- _Exercise objective_
Copy the records below character for character.

+++ Records provided +++

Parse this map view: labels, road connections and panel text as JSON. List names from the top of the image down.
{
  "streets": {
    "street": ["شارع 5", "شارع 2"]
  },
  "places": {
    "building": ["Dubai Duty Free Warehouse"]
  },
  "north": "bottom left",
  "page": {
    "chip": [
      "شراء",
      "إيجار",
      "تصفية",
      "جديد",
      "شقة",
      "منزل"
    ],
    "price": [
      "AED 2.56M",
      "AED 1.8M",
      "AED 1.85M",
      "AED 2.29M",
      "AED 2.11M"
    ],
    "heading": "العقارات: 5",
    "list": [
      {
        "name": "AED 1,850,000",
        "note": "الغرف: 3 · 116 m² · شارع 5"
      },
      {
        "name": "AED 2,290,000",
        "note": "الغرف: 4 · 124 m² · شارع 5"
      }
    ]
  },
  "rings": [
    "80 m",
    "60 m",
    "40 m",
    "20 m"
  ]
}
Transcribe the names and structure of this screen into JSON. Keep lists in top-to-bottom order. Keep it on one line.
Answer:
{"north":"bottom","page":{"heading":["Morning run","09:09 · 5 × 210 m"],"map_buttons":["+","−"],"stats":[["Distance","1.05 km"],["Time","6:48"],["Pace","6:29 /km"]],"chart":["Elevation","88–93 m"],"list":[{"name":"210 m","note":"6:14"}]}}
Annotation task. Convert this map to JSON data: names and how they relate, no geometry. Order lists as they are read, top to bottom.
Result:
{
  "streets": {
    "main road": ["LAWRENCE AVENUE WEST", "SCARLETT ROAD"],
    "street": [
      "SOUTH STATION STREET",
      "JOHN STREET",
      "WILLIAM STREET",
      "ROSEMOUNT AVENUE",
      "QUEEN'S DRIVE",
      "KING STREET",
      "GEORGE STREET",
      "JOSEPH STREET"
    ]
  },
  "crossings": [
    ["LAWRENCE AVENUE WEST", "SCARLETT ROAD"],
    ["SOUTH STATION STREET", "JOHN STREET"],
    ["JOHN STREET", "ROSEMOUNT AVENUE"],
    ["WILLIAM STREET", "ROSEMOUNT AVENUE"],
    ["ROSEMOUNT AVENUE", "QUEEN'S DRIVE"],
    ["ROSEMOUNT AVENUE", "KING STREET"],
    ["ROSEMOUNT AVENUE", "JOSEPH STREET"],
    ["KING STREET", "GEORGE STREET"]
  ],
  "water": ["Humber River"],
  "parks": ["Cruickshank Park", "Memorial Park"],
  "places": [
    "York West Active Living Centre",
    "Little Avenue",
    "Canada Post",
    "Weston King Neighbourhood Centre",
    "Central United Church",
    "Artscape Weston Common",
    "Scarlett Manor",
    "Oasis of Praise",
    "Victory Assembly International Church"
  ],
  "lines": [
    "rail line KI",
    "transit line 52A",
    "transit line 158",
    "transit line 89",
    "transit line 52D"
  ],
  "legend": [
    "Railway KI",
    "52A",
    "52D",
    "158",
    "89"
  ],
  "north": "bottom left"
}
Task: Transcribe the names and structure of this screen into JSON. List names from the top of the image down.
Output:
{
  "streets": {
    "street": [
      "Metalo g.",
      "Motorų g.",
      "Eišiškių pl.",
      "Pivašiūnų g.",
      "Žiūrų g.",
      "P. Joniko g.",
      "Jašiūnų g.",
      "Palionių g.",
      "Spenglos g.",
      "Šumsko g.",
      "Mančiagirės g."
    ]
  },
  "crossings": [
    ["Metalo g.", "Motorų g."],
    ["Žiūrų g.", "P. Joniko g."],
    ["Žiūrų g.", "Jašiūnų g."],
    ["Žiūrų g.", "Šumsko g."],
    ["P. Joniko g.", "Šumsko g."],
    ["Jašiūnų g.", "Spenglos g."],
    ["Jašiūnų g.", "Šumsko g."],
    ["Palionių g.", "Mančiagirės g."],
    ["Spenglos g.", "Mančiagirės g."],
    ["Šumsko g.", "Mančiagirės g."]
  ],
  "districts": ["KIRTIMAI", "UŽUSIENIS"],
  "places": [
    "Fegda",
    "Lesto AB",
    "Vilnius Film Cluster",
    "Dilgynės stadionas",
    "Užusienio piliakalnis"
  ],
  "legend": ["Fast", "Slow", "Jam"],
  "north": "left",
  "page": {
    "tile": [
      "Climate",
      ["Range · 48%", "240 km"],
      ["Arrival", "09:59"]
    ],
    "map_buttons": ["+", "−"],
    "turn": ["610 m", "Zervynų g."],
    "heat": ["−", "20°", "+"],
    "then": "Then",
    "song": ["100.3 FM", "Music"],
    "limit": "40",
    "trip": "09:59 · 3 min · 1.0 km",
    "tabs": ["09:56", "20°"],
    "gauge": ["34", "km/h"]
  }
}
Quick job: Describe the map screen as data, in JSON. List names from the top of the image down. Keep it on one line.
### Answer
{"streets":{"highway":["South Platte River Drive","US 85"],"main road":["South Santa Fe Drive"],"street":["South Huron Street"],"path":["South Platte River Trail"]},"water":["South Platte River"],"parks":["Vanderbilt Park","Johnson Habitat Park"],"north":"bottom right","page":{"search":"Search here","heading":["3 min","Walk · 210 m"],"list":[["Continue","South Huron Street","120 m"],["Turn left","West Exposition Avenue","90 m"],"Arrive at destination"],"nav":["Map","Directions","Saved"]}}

+++

- _Solution to this exercise_
Parse this map view: labels, road connections and panel text as JSON. List names from the top of the image down.
{
  "streets": {
    "street": ["شارع 5", "شارع 2"]
  },
  "places": {
    "building": ["Dubai Duty Free Warehouse"]
  },
  "north": "bottom left",
  "page": {
    "chip": [
      "شراء",
      "إيجار",
      "تصفية",
      "جديد",
      "شقة",
      "منزل"
    ],
    "price": [
      "AED 2.56M",
      "AED 1.8M",
      "AED 1.85M",
      "AED 2.29M",
      "AED 2.11M"
    ],
    "heading": "العقارات: 5",
    "list": [
      {
        "name": "AED 1,850,000",
        "note": "الغرف: 3 · 116 m² · شارع 5"
      },
      {
        "name": "AED 2,290,000",
        "note": "الغرف: 4 · 124 m² · شارع 5"
      }
    ]
  },
  "rings": [
    "80 m",
    "60 m",
    "40 m",
    "20 m"
  ]
}
Transcribe the names and structure of this screen into JSON. Keep lists in top-to-bottom order. Keep it on one line.
Answer:
{"north":"bottom","page":{"heading":["Morning run","09:09 · 5 × 210 m"],"map_buttons":["+","−"],"stats":[["Distance","1.05 km"],["Time","6:48"],["Pace","6:29 /km"]],"chart":["Elevation","88–93 m"],"list":[{"name":"210 m","note":"6:14"}]}}
Annotation task. Convert this map to JSON data: names and how they relate, no geometry. Order lists as they are read, top to bottom.
Result:
{
  "streets": {
    "main road": ["LAWRENCE AVENUE WEST", "SCARLETT ROAD"],
    "street": [
      "SOUTH STATION STREET",
      "JOHN STREET",
      "WILLIAM STREET",
      "ROSEMOUNT AVENUE",
      "QUEEN'S DRIVE",
      "KING STREET",
      "GEORGE STREET",
      "JOSEPH STREET"
    ]
  },
  "crossings": [
    ["LAWRENCE AVENUE WEST", "SCARLETT ROAD"],
    ["SOUTH STATION STREET", "JOHN STREET"],
    ["JOHN STREET", "ROSEMOUNT AVENUE"],
    ["WILLIAM STREET", "ROSEMOUNT AVENUE"],
    ["ROSEMOUNT AVENUE", "QUEEN'S DRIVE"],
    ["ROSEMOUNT AVENUE", "KING STREET"],
    ["ROSEMOUNT AVENUE", "JOSEPH STREET"],
    ["KING STREET", "GEORGE STREET"]
  ],
  "water": ["Humber River"],
  "parks": ["Cruickshank Park", "Memorial Park"],
  "places": [
    "York West Active Living Centre",
    "Little Avenue",
    "Canada Post",
    "Weston King Neighbourhood Centre",
    "Central United Church",
    "Artscape Weston Common",
    "Scarlett Manor",
    "Oasis of Praise",
    "Victory Assembly International Church"
  ],
  "lines": [
    "rail line KI",
    "transit line 52A",
    "transit line 158",
    "transit line 89",
    "transit line 52D"
  ],
  "legend": [
    "Railway KI",
    "52A",
    "52D",
    "158",
    "89"
  ],
  "north": "bottom left"
}
Task: Transcribe the names and structure of this screen into JSON. List names from the top of the image down.
Output:
{
  "streets": {
    "street": [
      "Metalo g.",
      "Motorų g.",
      "Eišiškių pl.",
      "Pivašiūnų g.",
      "Žiūrų g.",
      "P. Joniko g.",
      "Jašiūnų g.",
      "Palionių g.",
      "Spenglos g.",
      "Šumsko g.",
      "Mančiagirės g."
    ]
  },
  "crossings": [
    ["Metalo g.", "Motorų g."],
    ["Žiūrų g.", "P. Joniko g."],
    ["Žiūrų g.", "Jašiūnų g."],
    ["Žiūrų g.", "Šumsko g."],
    ["P. Joniko g.", "Šumsko g."],
    ["Jašiūnų g.", "Spenglos g."],
    ["Jašiūnų g.", "Šumsko g."],
    ["Palionių g.", "Mančiagirės g."],
    ["Spenglos g.", "Mančiagirės g."],
    ["Šumsko g.", "Mančiagirės g."]
  ],
  "districts": ["KIRTIMAI", "UŽUSIENIS"],
  "places": [
    "Fegda",
    "Lesto AB",
    "Vilnius Film Cluster",
    "Dilgynės stadionas",
    "Užusienio piliakalnis"
  ],
  "legend": ["Fast", "Slow", "Jam"],
  "north": "left",
  "page": {
    "tile": [
      "Climate",
      ["Range · 48%", "240 km"],
      ["Arrival", "09:59"]
    ],
    "map_buttons": ["+", "−"],
    "turn": ["610 m", "Zervynų g."],
    "heat": ["−", "20°", "+"],
    "then": "Then",
    "song": ["100.3 FM", "Music"],
    "limit": "40",
    "trip": "09:59 · 3 min · 1.0 km",
    "tabs": ["09:56", "20°"],
    "gauge": ["34", "km/h"]
  }
}
Quick job: Describe the map screen as data, in JSON. List names from the top of the image down. Keep it on one line.
### Answer
{"streets":{"highway":["South Platte River Drive","US 85"],"main road":["South Santa Fe Drive"],"street":["South Huron Street"],"path":["South Platte River Trail"]},"water":["South Platte River"],"parks":["Vanderbilt Park","Johnson Habitat Park"],"north":"bottom right","page":{"search":"Search here","heading":["3 min","Walk · 210 m"],"list":[["Continue","South Huron Street","120 m"],["Turn left","West Exposition Avenue","90 m"],"Arrive at destination"],"nav":["Map","Directions","Saved"]}}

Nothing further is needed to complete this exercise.